— DATA SECTION —

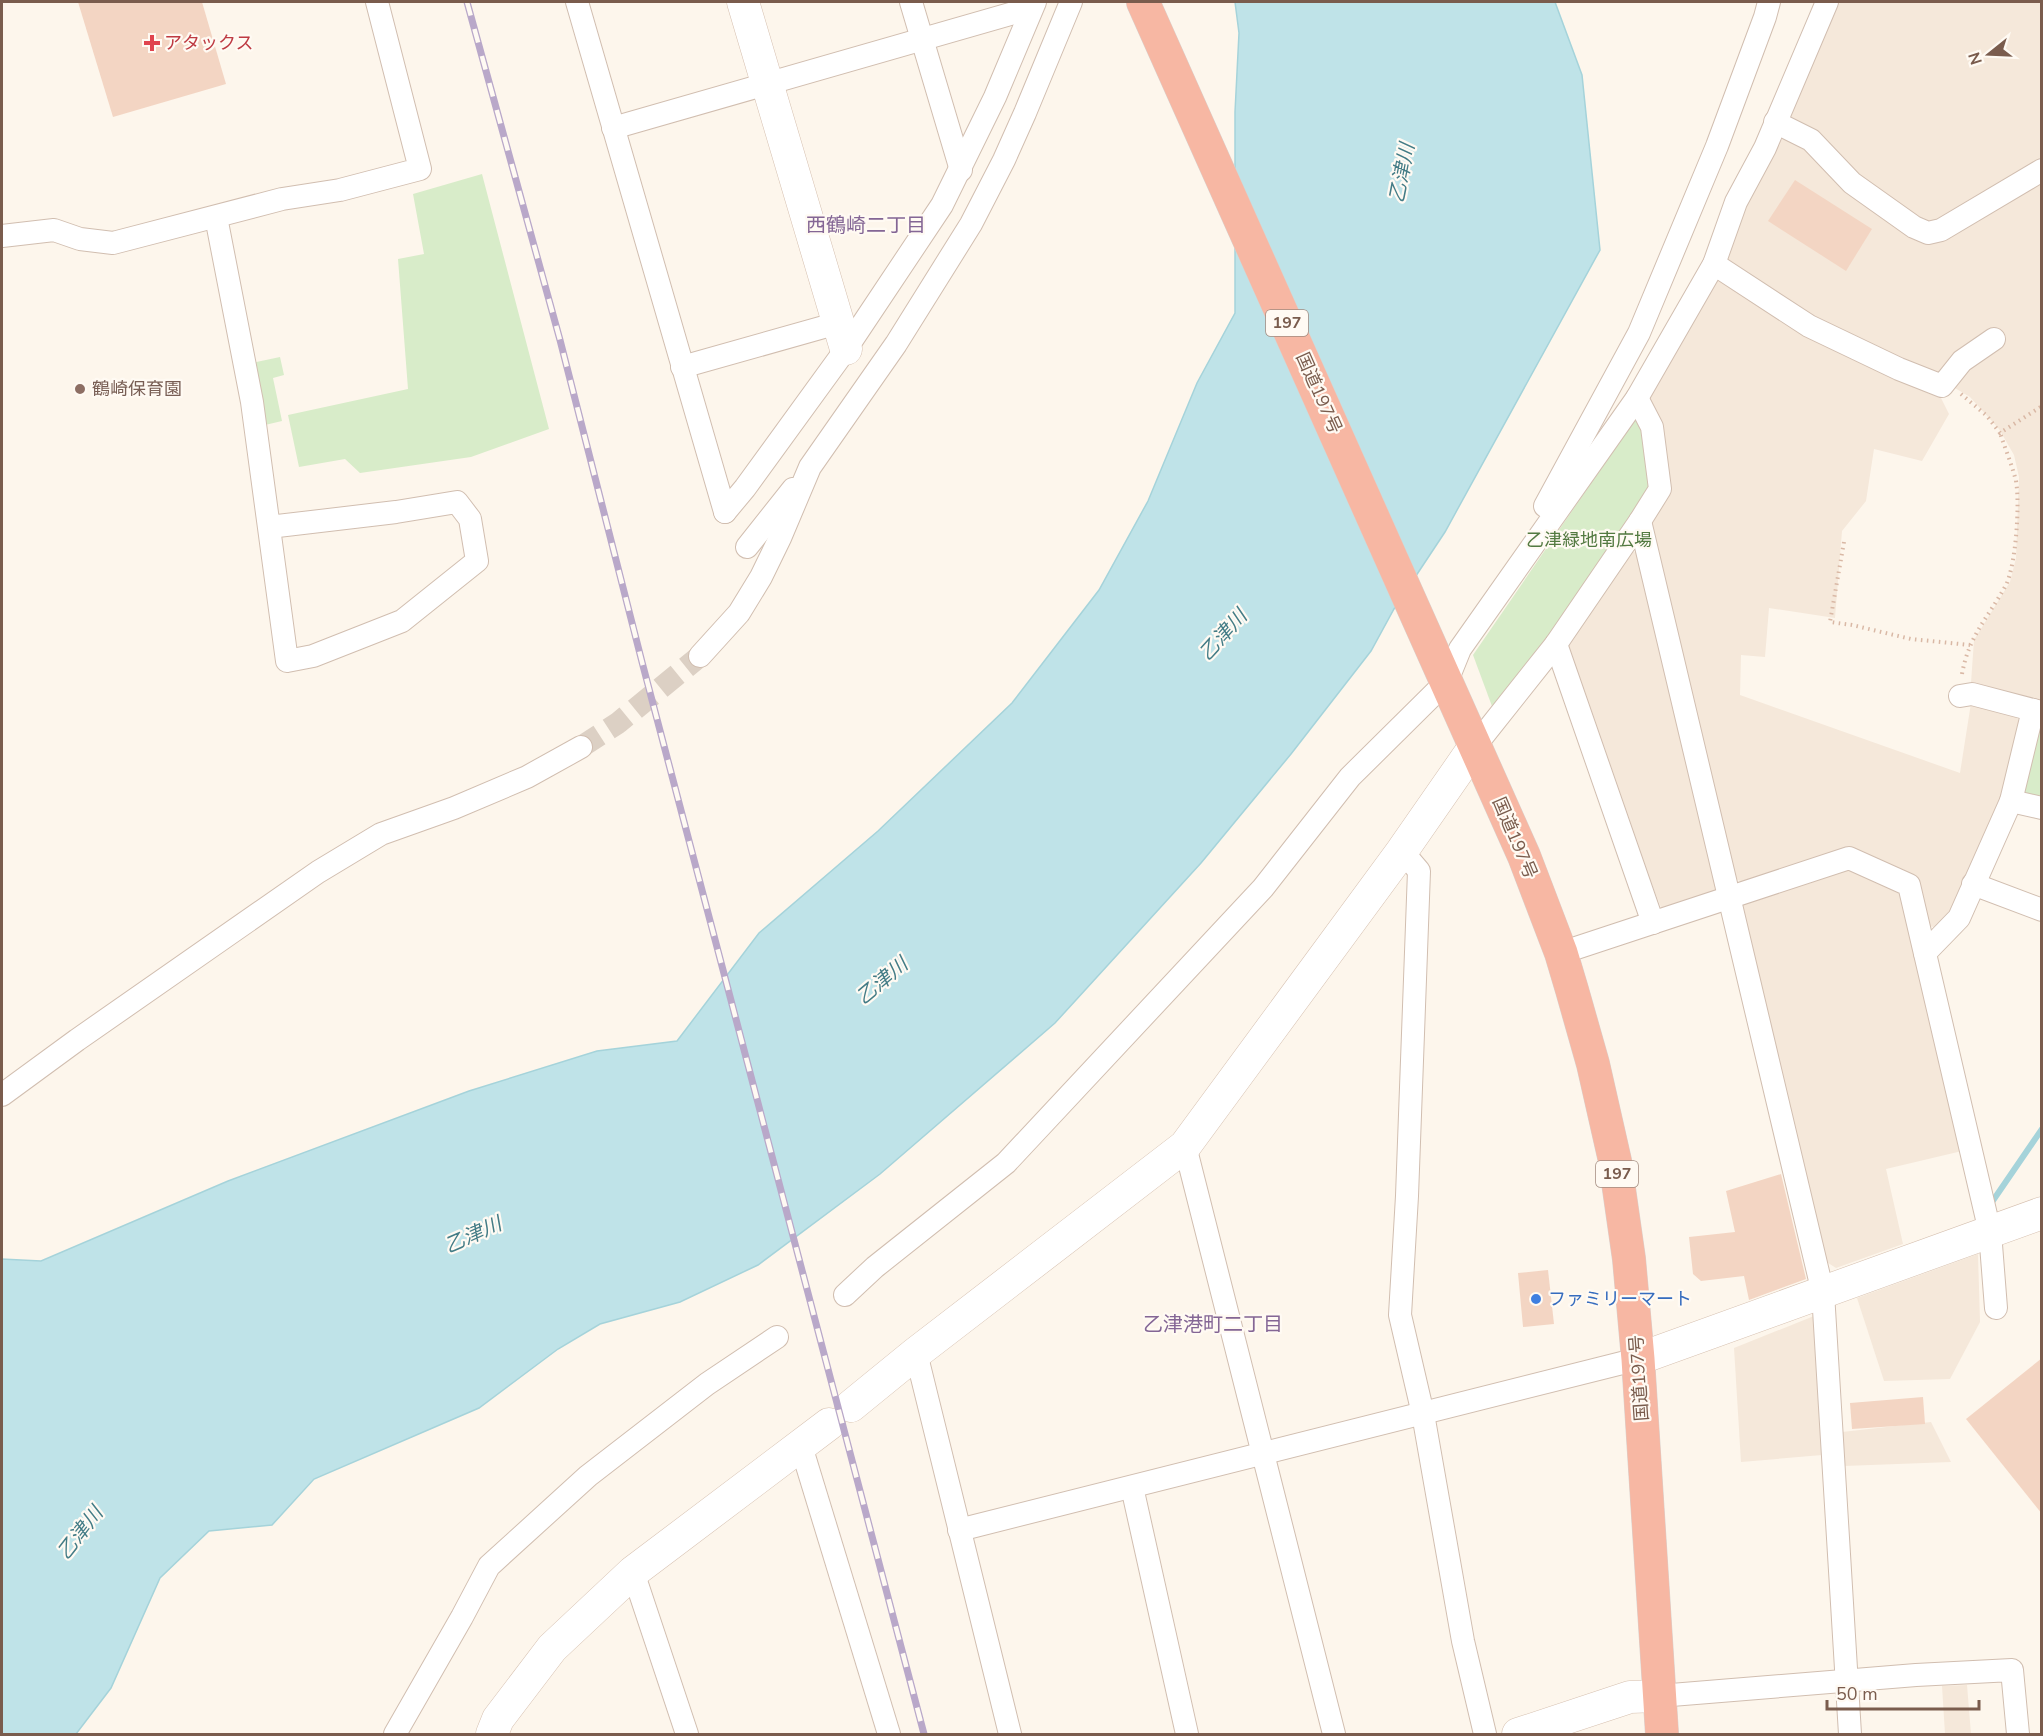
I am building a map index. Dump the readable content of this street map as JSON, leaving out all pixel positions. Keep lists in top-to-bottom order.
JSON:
{
  "streets": {
    "highway": ["197", "国道197号"]
  },
  "districts": ["西鶴崎二丁目", "乙津港町二丁目"],
  "water": ["乙津川"],
  "parks": ["乙津緑地南広場"],
  "places": {
    "health": ["アタックス"],
    "other": ["鶴崎保育園", "ファミリーマート"]
  },
  "scale_bar": "50 m",
  "north": "left"
}
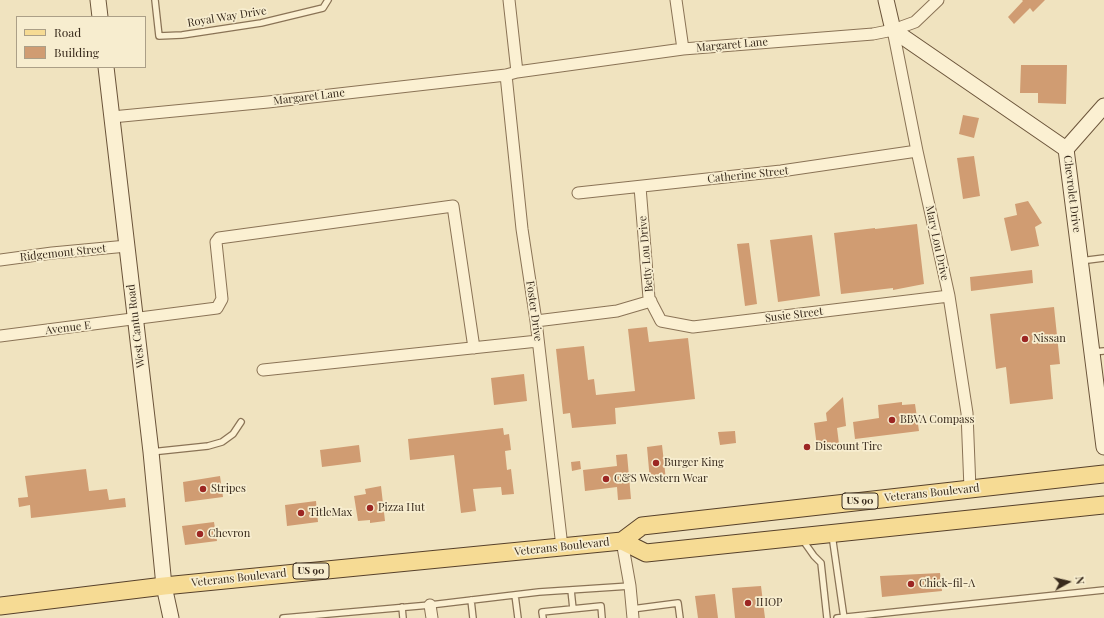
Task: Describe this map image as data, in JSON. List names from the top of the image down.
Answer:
{
  "streets": {
    "main road": ["Veterans Boulevard", "US 90"],
    "street": [
      "Margaret Lane",
      "Catherine Street",
      "Chevrolet Drive",
      "Mary Lou Drive",
      "Ridgemont Street",
      "Betty Lou Drive",
      "Foster Drive",
      "Susie Street",
      "West Cantu Road",
      "Avenue E"
    ],
    "lane": ["Royal Way Drive"]
  },
  "crossings": [
    ["Margaret Lane", "Chevrolet Drive"],
    ["Margaret Lane", "Mary Lou Drive"],
    ["Margaret Lane", "Foster Drive"],
    ["Margaret Lane", "West Cantu Road"],
    ["Catherine Street", "Mary Lou Drive"],
    ["Catherine Street", "Betty Lou Drive"],
    ["Chevrolet Drive", "Mary Lou Drive"],
    ["Mary Lou Drive", "Susie Street"],
    ["Mary Lou Drive", "Veterans Boulevard"],
    ["Ridgemont Street", "West Cantu Road"],
    ["Betty Lou Drive", "Foster Drive"],
    ["Betty Lou Drive", "Susie Street"],
    ["Foster Drive", "Veterans Boulevard"],
    ["West Cantu Road", "Avenue E"],
    ["West Cantu Road", "Veterans Boulevard"]
  ],
  "places": [
    "Nissan",
    "BBVA Compass",
    "Discount Tire",
    "Burger King",
    "C&S Western Wear",
    "Stripes",
    "Pizza Hut",
    "TitleMax",
    "Chevron",
    "Chick-fil-A",
    "IHOP"
  ],
  "legend": ["Road", "Building"],
  "north": "right"
}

— ABOUT THIS TASK —
In the entries above, which lines hold the string "Catherine"? Report all of them.

— WRITTEN REPLY —
      "Catherine Street",
    ["Catherine Street", "Mary Lou Drive"],
    ["Catherine Street", "Betty Lou Drive"],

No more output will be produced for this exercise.